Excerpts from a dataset
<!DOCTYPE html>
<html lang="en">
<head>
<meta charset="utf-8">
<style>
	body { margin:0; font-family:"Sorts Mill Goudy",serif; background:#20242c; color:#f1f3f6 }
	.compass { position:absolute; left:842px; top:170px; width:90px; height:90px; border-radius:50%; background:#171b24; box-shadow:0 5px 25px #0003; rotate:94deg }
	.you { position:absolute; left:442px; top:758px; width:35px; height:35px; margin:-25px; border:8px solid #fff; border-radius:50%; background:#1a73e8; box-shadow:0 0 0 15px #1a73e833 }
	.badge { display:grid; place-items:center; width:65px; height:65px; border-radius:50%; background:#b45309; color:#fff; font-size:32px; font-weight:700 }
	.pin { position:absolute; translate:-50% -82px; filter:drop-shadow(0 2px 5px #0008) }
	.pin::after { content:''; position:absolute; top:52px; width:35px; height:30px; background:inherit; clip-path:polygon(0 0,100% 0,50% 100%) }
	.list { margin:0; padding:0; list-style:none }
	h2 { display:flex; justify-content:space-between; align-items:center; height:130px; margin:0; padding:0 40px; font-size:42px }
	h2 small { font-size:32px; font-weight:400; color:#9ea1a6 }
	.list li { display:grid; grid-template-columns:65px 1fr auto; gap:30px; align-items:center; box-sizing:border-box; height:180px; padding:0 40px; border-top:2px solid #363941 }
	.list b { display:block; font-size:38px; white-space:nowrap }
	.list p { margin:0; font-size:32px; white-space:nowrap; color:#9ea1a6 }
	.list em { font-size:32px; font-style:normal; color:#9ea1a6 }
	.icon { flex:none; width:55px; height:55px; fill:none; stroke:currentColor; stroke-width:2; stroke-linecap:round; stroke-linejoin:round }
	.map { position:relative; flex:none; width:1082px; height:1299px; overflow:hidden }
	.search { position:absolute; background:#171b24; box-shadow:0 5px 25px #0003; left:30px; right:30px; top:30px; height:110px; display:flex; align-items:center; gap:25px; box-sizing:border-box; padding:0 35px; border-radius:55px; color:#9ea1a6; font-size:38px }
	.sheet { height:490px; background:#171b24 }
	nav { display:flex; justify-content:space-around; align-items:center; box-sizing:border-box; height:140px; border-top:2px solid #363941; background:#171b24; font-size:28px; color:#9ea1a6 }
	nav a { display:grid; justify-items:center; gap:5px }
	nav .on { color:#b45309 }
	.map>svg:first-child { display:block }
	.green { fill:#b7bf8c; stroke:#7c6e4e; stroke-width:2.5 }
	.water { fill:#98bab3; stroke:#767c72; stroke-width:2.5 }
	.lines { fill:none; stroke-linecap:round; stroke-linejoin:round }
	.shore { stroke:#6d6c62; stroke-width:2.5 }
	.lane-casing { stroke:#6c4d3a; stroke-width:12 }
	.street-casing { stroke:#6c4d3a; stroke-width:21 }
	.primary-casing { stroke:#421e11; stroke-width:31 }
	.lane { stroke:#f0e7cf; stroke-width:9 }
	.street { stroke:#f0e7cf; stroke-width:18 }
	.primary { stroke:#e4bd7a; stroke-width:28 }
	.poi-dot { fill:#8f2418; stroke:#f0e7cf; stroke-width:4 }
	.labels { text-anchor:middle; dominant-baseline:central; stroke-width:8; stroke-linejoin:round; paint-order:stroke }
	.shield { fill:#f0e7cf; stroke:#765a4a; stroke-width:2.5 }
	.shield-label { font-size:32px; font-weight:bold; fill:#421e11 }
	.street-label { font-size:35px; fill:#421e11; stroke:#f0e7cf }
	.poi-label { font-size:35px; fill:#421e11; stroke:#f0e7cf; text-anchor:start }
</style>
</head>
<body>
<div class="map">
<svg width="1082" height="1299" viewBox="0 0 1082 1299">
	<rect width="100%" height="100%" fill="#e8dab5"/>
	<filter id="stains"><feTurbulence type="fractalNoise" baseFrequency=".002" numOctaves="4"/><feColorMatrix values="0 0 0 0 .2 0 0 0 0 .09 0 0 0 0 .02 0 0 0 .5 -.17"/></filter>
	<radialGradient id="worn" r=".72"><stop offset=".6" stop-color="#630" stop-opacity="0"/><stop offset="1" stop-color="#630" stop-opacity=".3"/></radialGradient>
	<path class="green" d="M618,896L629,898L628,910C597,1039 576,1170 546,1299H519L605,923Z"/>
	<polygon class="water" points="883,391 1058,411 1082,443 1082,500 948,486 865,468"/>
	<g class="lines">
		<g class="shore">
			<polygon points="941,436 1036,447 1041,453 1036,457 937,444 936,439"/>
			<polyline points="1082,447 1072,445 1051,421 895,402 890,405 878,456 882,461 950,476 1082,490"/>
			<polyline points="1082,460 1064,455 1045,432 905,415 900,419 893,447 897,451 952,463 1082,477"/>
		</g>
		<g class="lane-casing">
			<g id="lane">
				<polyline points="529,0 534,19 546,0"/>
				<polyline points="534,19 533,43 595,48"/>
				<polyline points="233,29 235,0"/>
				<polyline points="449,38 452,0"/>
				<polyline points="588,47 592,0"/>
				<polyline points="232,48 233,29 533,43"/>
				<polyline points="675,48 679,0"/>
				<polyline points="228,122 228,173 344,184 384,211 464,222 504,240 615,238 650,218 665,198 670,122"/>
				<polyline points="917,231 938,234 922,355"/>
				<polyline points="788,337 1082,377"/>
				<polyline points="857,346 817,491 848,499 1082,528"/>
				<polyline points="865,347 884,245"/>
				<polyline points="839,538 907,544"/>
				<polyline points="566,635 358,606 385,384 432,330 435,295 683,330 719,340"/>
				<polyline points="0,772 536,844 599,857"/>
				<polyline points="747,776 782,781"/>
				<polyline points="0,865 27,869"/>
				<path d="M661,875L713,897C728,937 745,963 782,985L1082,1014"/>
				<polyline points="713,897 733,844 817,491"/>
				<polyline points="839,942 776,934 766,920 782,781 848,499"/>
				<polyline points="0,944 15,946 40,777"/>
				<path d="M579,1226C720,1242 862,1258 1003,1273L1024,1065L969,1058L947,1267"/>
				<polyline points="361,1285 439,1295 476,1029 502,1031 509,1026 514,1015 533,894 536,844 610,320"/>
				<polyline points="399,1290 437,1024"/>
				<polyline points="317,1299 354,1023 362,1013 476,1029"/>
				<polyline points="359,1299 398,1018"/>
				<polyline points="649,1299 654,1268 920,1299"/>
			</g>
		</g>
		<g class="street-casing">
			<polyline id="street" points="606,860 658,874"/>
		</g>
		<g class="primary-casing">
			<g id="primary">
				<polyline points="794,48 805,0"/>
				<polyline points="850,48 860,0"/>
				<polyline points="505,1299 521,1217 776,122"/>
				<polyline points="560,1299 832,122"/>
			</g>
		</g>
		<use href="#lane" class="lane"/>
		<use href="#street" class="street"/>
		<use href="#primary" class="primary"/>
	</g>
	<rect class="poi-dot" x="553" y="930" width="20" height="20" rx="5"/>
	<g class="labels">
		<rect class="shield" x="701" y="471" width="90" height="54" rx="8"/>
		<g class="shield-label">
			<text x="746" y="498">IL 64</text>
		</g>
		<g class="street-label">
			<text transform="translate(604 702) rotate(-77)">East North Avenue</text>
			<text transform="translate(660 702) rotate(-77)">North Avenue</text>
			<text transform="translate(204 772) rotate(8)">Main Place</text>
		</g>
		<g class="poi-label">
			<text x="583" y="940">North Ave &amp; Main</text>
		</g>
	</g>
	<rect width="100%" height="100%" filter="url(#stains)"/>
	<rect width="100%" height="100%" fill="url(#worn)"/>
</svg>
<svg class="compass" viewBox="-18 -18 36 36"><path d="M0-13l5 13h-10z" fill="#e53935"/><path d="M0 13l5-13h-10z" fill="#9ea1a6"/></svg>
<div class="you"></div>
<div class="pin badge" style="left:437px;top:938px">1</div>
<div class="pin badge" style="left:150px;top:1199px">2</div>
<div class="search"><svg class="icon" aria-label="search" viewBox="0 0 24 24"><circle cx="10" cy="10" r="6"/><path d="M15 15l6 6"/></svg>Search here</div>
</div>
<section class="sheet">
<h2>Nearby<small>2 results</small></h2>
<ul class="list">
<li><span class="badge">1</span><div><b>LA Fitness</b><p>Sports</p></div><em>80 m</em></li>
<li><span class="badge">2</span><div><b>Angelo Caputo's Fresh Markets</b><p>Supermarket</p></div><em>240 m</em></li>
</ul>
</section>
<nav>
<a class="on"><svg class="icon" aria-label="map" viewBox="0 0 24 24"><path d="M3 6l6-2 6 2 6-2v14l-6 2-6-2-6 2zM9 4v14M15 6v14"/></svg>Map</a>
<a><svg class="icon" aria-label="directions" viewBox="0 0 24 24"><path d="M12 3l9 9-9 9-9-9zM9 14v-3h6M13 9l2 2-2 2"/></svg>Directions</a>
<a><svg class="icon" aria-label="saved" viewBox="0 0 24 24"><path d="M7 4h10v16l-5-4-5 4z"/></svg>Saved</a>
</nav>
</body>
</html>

**Exercise brief:** Looking at the data above, state how many of its lines contain the word "Main", and give nothing but that number.

**Result for this exercise:** 2